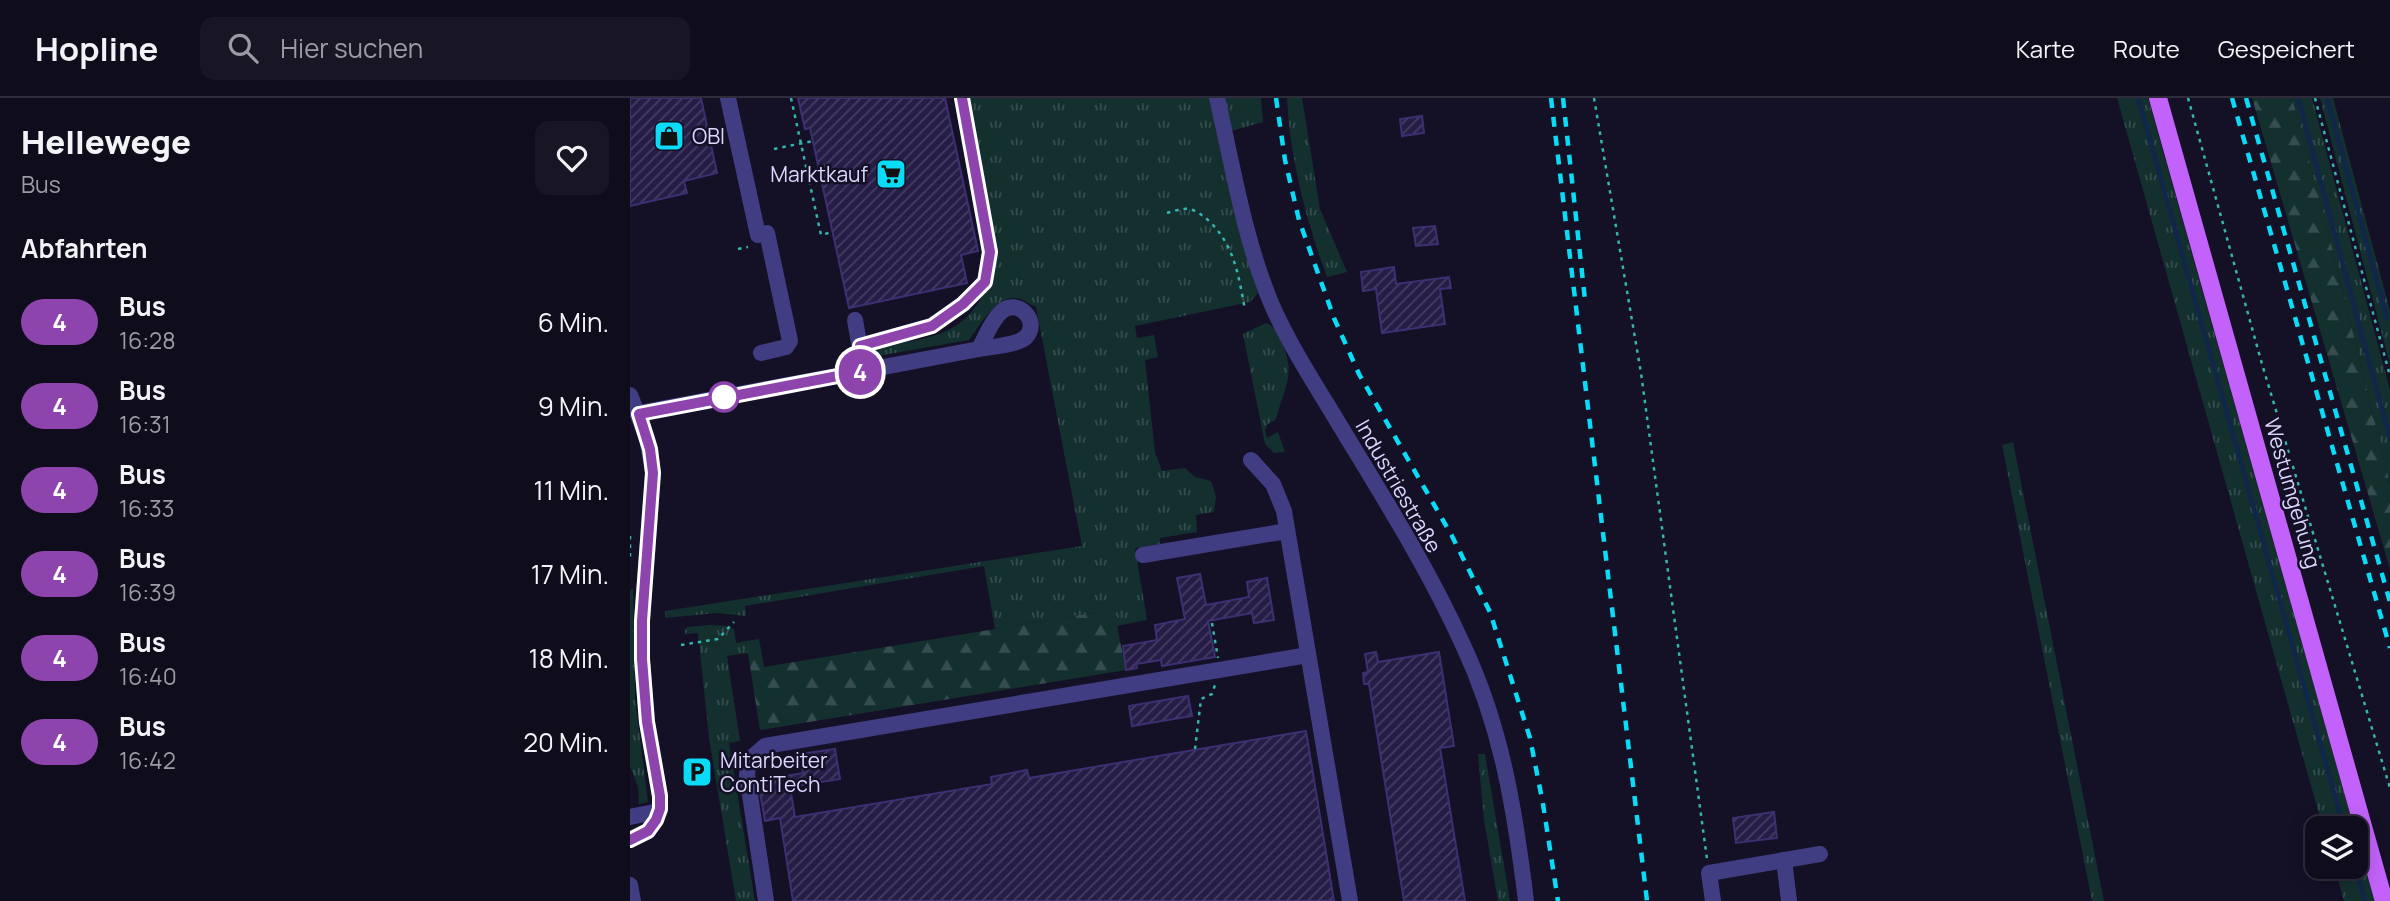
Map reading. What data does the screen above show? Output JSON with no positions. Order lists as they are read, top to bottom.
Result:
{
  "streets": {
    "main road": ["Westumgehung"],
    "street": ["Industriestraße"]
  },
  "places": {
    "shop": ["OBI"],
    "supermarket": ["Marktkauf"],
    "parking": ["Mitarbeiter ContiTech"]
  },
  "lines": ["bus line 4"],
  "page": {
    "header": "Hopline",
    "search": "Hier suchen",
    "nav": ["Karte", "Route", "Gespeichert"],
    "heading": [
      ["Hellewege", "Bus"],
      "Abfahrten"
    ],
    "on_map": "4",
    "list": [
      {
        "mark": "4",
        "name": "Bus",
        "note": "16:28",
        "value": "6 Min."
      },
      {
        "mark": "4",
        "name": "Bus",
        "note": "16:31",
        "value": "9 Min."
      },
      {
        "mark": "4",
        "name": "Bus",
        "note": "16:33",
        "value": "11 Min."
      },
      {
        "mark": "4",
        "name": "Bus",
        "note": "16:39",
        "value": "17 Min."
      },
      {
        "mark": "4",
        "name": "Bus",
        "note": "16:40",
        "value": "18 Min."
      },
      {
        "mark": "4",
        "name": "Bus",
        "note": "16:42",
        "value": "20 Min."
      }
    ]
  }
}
:::::
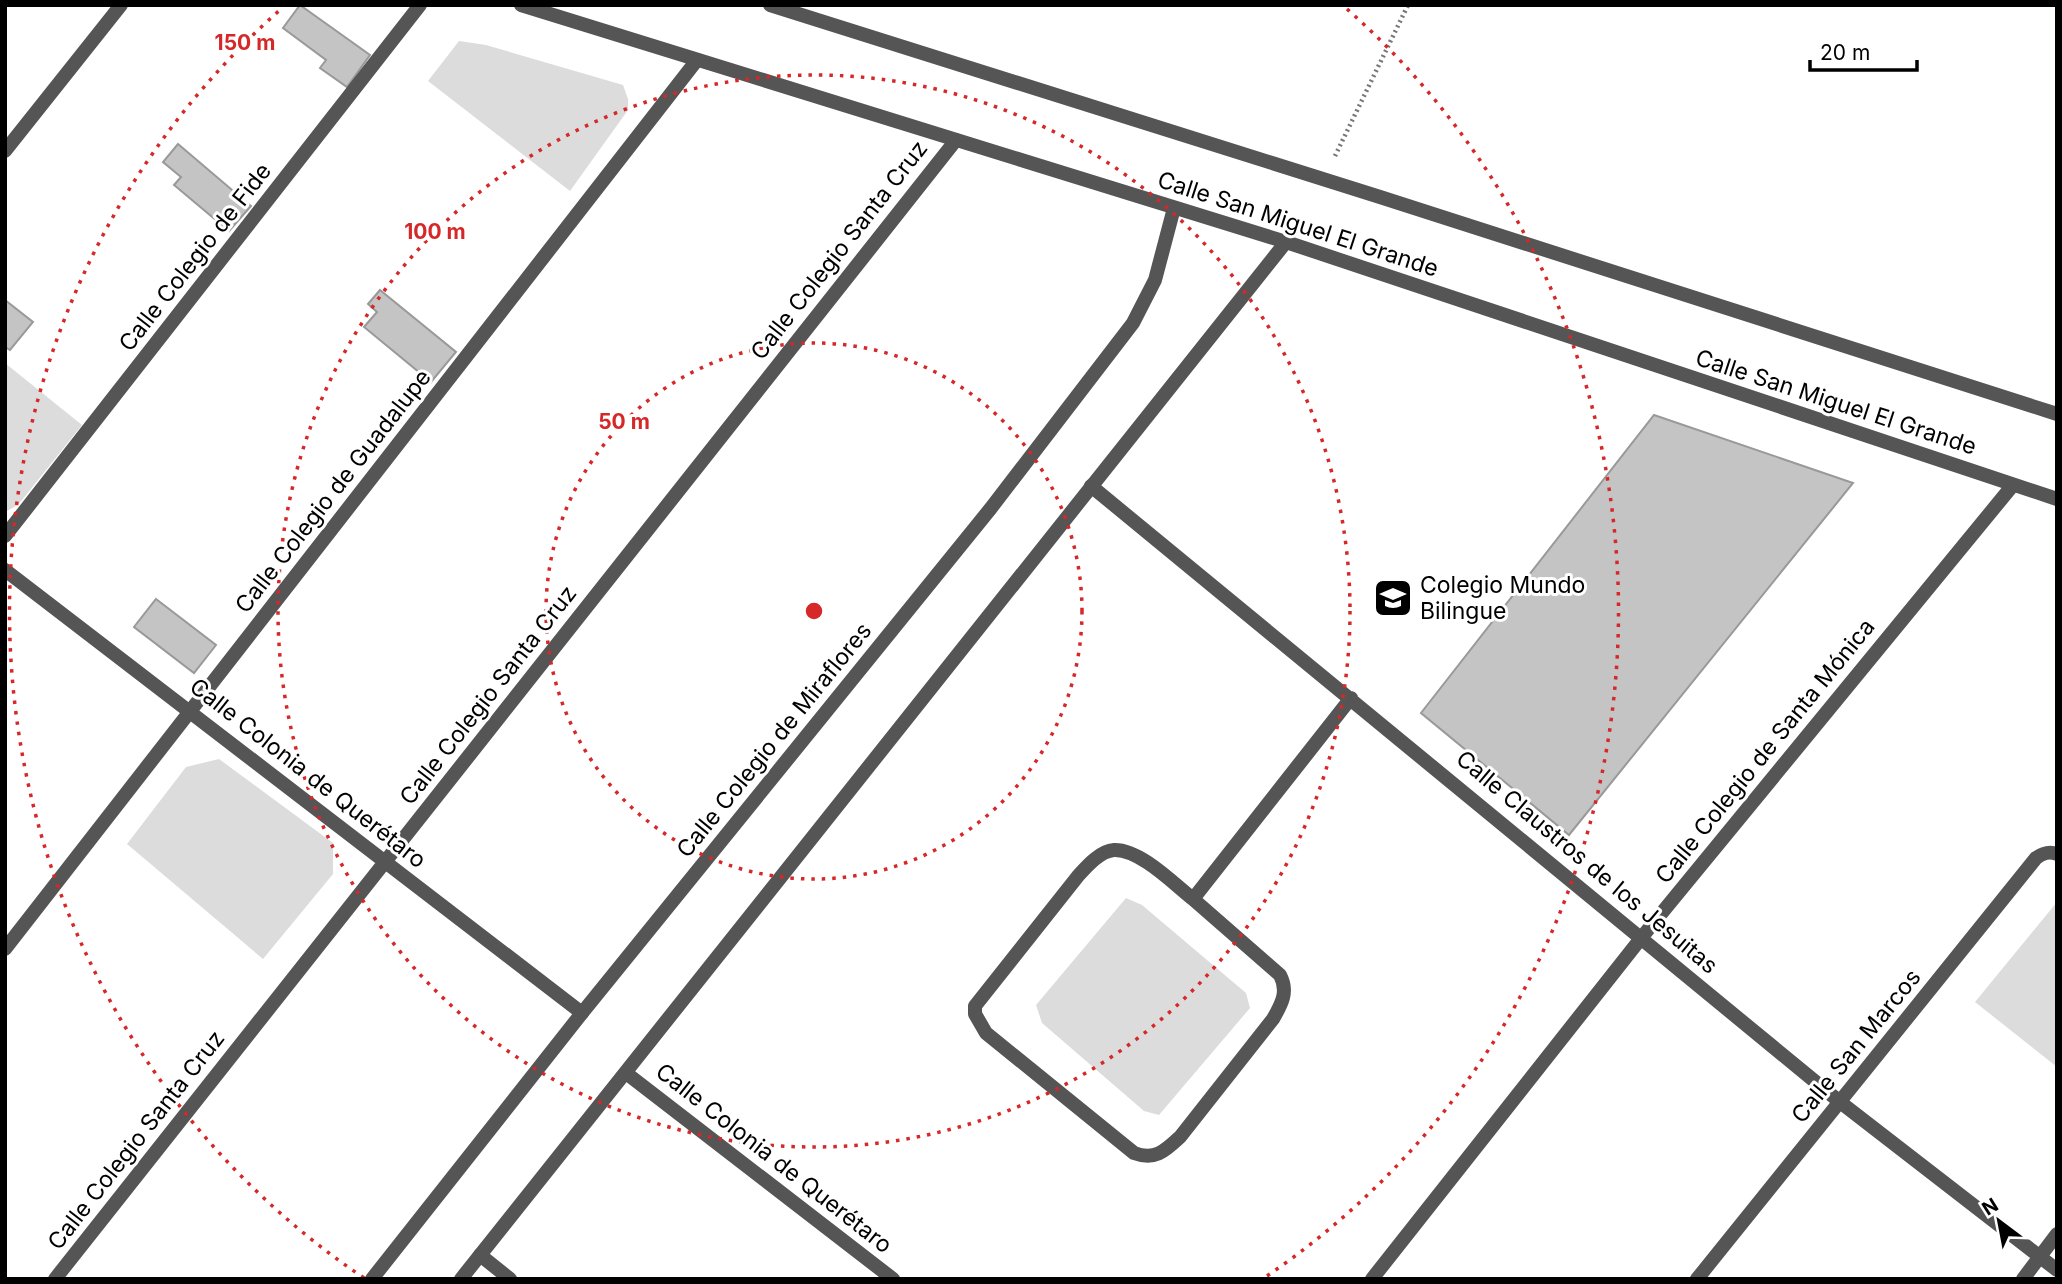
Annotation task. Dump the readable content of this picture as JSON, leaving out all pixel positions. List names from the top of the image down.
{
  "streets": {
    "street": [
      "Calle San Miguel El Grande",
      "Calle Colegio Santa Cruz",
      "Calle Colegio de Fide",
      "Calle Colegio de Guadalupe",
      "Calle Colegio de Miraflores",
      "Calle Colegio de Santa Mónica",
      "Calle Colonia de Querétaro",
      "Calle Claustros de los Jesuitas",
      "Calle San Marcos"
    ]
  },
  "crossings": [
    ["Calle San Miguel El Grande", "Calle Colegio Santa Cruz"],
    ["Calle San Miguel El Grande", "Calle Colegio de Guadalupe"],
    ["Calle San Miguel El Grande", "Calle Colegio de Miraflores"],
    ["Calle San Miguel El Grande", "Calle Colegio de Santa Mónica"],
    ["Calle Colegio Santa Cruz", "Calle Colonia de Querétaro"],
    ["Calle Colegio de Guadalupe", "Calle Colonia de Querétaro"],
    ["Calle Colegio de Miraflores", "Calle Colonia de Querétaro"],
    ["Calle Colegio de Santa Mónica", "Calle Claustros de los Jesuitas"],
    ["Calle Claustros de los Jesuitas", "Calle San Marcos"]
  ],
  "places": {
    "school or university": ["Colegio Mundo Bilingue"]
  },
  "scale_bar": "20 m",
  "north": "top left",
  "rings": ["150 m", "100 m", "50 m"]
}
:::::
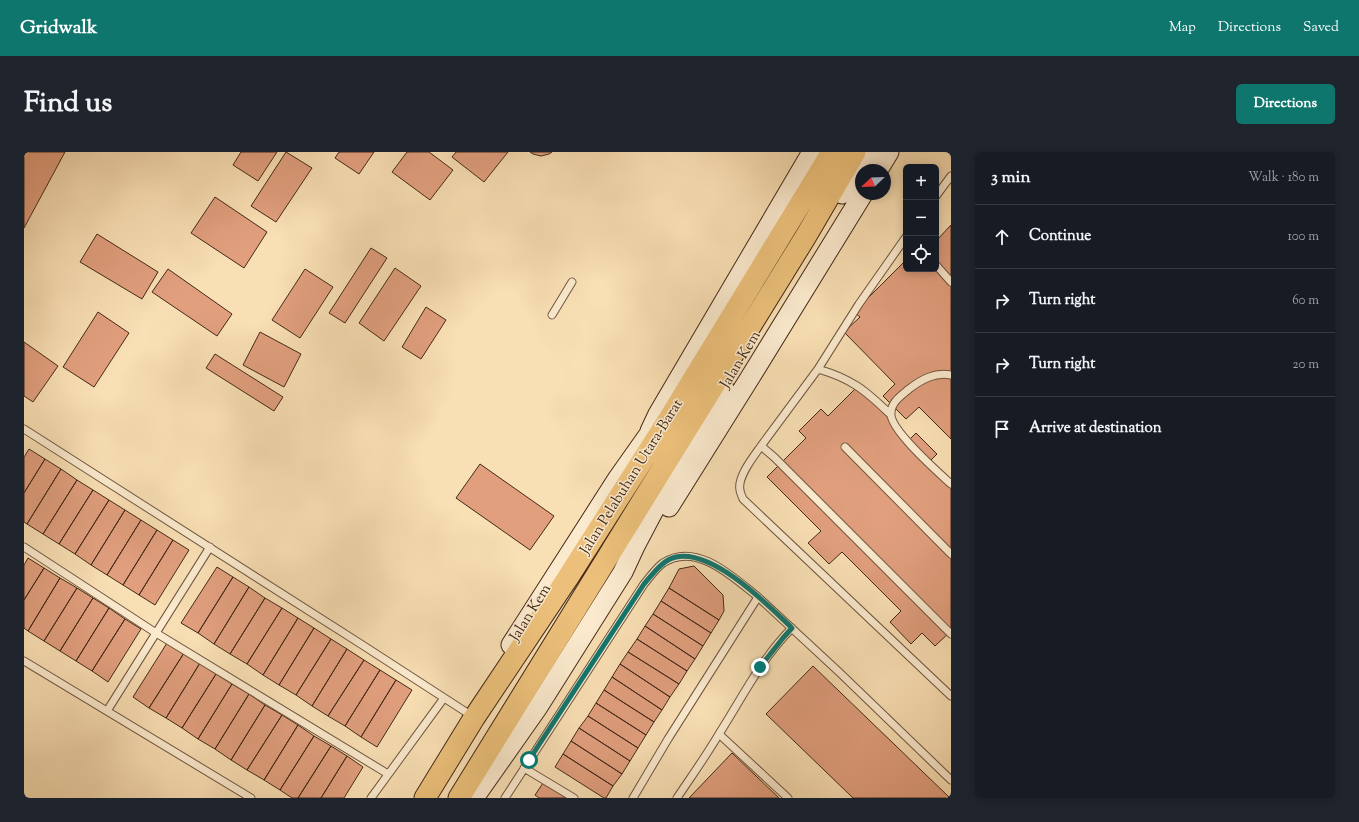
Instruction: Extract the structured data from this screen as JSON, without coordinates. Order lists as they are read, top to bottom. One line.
:::::
From the listing, copy each line containing the word "lists".

Map reading. What data does the screen above show? Output JSON with no positions. Order lists as they are read, top to bottom.
Instruction: Extract the structured data from this screen as JSON, without coordinates. Order lists as they are read, top to bottom. One line.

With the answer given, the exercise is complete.